◆ **What to produce**: Would you please restate the data exactly as it stands, apart from the pictures?

◆ **Data section**:
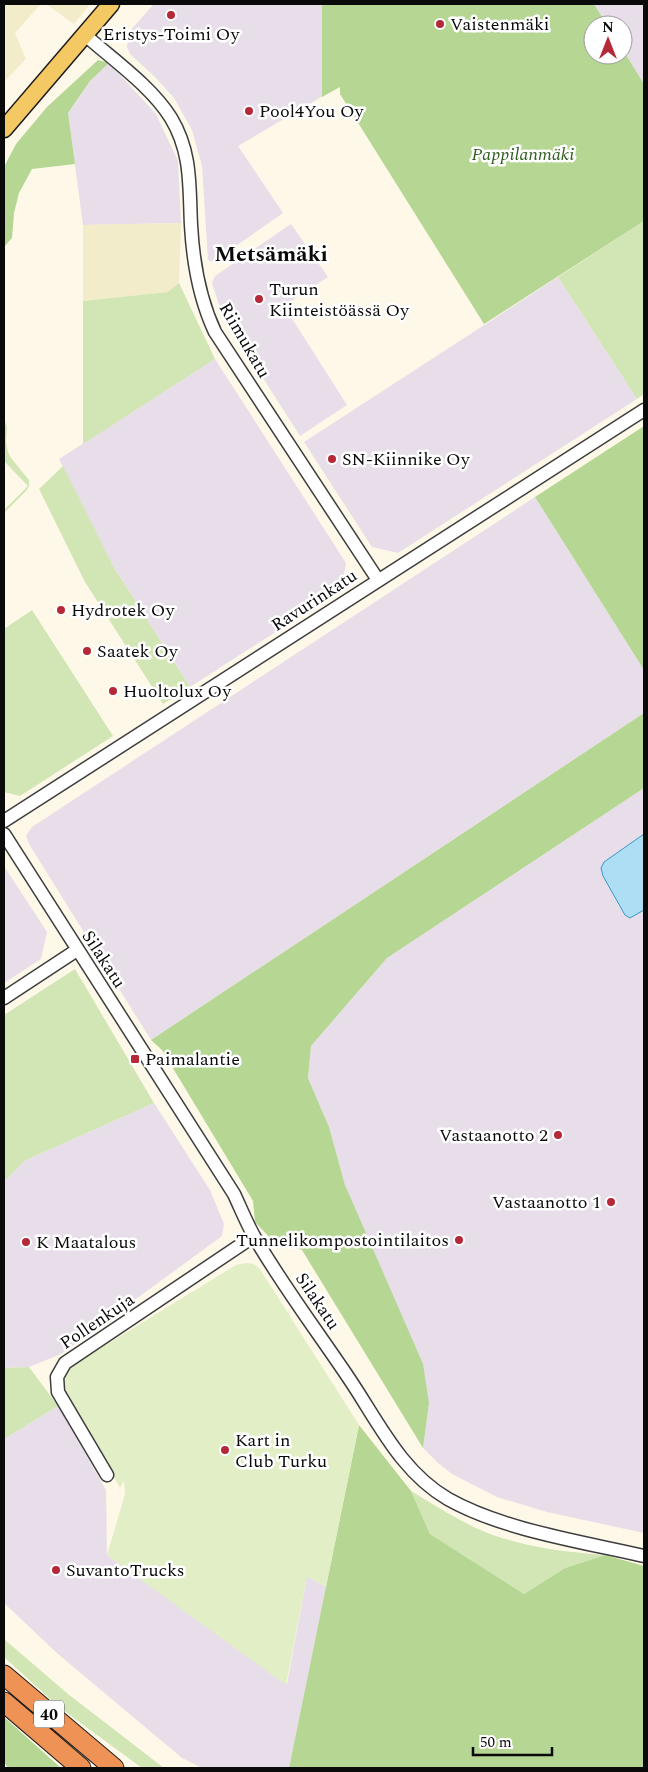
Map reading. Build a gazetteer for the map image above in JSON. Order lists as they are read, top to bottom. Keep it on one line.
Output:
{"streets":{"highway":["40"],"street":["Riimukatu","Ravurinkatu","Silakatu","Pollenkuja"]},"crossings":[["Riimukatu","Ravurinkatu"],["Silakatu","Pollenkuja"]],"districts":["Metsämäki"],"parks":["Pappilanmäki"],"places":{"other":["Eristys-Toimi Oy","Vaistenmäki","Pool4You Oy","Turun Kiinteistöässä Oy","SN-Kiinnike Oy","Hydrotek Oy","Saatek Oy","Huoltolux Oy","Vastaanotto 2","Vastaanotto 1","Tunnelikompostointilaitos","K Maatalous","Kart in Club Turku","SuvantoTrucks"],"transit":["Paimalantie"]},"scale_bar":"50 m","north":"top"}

◆ **Response area**:
Map reading. Build a gazetteer for the map image above in JSON. Order lists as they are read, top to bottom. Keep it on one line.
Output:
{"streets":{"highway":["40"],"street":["Riimukatu","Ravurinkatu","Silakatu","Pollenkuja"]},"crossings":[["Riimukatu","Ravurinkatu"],["Silakatu","Pollenkuja"]],"districts":["Metsämäki"],"parks":["Pappilanmäki"],"places":{"other":["Eristys-Toimi Oy","Vaistenmäki","Pool4You Oy","Turun Kiinteistöässä Oy","SN-Kiinnike Oy","Hydrotek Oy","Saatek Oy","Huoltolux Oy","Vastaanotto 2","Vastaanotto 1","Tunnelikompostointilaitos","K Maatalous","Kart in Club Turku","SuvantoTrucks"],"transit":["Paimalantie"]},"scale_bar":"50 m","north":"top"}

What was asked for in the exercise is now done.